An upload would not be a homo sapien, so, strictly speaking, it wouldn’t be human, but it may have traits that we think of as “human” in a loose sense, such as rationality and humanlike concerns and emotions. It could be human-like. It might, over time, morph into something far less humanlike, as it becomes immersed in its new environment. This may strike one as incredibly cool, and science fiction-like. Wouldn’t you still be there, on the table, after your brain was scanned and “transfered” to a program? Why would your mind “shift” from your brain to the computer, leaving your still working biological brain there? This seems magical to me. A more reasonable hypothesis is that you are still on the table, and a program is created that specifies the workings of your brain.
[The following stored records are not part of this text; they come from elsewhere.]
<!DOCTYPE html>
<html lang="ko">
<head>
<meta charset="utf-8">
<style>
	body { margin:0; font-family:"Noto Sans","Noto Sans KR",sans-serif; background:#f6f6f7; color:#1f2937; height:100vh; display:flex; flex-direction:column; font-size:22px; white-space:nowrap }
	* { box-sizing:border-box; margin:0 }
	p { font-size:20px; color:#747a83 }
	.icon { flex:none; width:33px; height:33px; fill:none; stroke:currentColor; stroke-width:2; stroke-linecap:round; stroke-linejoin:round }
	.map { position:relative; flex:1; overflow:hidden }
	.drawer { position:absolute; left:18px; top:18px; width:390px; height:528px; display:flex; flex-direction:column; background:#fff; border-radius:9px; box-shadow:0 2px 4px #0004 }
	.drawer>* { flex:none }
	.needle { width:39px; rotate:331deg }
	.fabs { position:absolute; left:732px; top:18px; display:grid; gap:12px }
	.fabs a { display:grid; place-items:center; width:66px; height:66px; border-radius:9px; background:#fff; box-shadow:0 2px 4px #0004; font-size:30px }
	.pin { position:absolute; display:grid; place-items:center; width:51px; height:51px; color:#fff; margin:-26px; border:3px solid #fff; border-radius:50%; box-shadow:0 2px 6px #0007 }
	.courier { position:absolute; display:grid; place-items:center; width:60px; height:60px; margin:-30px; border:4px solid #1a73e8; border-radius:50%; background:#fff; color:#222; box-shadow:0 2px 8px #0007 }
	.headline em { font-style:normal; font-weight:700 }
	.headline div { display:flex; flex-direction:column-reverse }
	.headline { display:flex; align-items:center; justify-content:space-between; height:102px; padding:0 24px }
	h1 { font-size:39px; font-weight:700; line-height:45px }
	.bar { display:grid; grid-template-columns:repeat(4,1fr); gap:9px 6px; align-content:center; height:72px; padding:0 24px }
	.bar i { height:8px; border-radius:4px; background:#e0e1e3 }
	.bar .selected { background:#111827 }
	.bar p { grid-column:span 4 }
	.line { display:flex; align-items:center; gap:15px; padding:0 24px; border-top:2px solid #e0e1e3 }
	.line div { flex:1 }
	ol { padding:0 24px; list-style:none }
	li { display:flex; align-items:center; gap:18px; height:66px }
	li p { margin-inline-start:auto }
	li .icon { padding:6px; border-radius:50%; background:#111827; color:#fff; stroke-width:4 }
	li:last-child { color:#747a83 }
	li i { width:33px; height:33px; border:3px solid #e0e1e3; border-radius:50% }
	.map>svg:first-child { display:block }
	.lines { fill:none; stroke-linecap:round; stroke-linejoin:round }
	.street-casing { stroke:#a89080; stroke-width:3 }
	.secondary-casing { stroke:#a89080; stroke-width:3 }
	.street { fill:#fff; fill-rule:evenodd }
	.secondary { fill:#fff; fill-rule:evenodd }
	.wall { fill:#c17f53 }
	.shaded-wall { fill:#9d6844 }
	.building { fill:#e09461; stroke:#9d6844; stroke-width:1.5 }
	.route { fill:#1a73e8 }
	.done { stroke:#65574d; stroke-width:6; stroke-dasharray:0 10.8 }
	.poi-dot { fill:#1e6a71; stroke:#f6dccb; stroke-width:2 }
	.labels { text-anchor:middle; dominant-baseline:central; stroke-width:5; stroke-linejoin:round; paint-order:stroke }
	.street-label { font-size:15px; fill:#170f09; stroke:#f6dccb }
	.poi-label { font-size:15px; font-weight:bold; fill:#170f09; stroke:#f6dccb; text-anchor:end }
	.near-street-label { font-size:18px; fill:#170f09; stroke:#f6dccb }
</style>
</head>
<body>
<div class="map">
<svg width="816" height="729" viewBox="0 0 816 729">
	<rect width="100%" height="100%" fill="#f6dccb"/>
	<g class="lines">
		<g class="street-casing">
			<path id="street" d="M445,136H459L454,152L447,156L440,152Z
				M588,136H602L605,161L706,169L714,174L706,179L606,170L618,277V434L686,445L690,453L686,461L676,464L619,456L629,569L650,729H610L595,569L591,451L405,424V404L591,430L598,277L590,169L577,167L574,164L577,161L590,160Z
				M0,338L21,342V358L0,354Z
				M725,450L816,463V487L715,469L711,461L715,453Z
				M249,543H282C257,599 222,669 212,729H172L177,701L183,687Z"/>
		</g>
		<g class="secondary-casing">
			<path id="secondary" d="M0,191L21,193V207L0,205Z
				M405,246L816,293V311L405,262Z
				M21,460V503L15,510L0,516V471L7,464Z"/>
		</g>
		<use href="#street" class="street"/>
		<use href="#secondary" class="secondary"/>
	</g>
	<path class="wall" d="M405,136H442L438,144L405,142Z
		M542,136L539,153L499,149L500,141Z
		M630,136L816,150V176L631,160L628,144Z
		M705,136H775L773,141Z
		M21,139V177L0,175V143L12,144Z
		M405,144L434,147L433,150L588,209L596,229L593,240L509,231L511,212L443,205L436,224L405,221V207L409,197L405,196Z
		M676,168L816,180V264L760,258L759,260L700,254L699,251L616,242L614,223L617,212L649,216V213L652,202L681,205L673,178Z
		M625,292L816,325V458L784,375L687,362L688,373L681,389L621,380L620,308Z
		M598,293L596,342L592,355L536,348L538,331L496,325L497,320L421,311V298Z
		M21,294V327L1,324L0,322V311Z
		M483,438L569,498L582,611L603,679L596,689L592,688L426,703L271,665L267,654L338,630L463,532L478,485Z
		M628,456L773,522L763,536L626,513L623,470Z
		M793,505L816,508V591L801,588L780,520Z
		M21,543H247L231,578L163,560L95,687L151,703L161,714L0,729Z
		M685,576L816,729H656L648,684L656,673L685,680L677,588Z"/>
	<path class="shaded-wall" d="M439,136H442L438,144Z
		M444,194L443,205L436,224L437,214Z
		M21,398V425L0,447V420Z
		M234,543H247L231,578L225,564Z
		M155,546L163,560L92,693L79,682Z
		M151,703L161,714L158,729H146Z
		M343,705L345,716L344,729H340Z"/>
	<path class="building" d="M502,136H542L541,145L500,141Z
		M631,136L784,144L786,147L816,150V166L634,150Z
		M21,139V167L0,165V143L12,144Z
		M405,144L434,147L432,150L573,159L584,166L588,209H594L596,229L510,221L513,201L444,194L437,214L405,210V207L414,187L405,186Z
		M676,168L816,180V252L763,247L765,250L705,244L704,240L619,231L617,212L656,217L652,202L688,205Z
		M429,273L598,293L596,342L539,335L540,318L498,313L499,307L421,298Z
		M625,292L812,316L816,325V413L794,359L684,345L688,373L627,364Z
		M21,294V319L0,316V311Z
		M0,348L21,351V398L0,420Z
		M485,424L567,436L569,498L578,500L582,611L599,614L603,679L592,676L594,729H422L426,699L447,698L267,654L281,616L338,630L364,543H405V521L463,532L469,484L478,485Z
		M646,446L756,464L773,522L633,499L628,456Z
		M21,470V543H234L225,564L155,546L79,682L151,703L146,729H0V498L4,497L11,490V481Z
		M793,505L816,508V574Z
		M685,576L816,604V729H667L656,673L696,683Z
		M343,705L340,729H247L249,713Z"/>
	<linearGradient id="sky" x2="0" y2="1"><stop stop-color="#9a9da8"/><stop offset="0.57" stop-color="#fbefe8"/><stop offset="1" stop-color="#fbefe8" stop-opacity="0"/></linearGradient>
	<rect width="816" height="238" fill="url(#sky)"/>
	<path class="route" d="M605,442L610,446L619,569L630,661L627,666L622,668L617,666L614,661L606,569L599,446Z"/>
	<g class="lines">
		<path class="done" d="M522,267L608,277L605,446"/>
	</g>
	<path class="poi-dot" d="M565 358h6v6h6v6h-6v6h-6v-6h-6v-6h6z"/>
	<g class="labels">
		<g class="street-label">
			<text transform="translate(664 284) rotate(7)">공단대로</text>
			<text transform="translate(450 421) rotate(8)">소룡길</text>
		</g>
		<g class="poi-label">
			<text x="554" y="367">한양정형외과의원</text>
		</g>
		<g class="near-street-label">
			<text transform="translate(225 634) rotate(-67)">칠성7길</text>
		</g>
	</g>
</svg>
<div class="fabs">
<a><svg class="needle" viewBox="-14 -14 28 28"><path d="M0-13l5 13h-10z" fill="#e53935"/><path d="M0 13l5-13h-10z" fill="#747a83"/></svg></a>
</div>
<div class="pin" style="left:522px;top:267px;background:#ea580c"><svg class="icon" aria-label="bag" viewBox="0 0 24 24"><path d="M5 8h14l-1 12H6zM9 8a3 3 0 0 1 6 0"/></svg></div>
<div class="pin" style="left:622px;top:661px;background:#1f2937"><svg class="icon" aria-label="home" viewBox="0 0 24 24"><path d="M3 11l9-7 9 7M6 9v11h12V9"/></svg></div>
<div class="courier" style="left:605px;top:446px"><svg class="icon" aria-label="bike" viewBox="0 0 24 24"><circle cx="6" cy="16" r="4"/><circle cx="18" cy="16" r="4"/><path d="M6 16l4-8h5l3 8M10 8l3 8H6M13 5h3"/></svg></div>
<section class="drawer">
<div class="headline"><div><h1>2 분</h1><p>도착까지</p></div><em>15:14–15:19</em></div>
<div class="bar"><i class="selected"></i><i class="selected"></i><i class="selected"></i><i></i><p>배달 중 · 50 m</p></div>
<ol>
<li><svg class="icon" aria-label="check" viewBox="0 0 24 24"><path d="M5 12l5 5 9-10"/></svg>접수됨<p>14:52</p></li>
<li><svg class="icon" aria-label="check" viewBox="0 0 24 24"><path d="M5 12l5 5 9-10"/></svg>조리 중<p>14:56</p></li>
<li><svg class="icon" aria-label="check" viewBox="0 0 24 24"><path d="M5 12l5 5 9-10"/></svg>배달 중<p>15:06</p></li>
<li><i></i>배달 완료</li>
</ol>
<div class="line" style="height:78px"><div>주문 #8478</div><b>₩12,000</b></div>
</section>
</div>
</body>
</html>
Science3There would also be a whole Pandora’s box of ethical and societal issues to consider. Would these uploads have the full rights they had as biological entities? How would a society function with one part of it living breathing humans and another portion made up of uploaded minds in computer programs and robots? What about crime and punishment, or the religious implications of minds living on potentially forever in this perpetual artificially induced digital afterlife? What would happen in a society in which no one ever ages and ever older generations exist side by side with the new indefinitely and unfettered? Would biological human beings ever accept these uploads as equals? There would surely be certain benefits, such as extending life, in space exploration, and as a possible way to make digital copies of ourselves in the case of some great planet wide catastrophe, but the moral, ethical, religious, and societal implications of creating these uploads would be staggering. Considering the exponential advances in technology we have been experiencing year by year, there may come a time when we possess the technology to make mind uploads a reality, and some futurists even see it as the inevitable endgame of humankind, but even if it did work as planned, just because we can, does that mean that we should? For now, I’ll leave it to you. Are you going to flip that switch or not?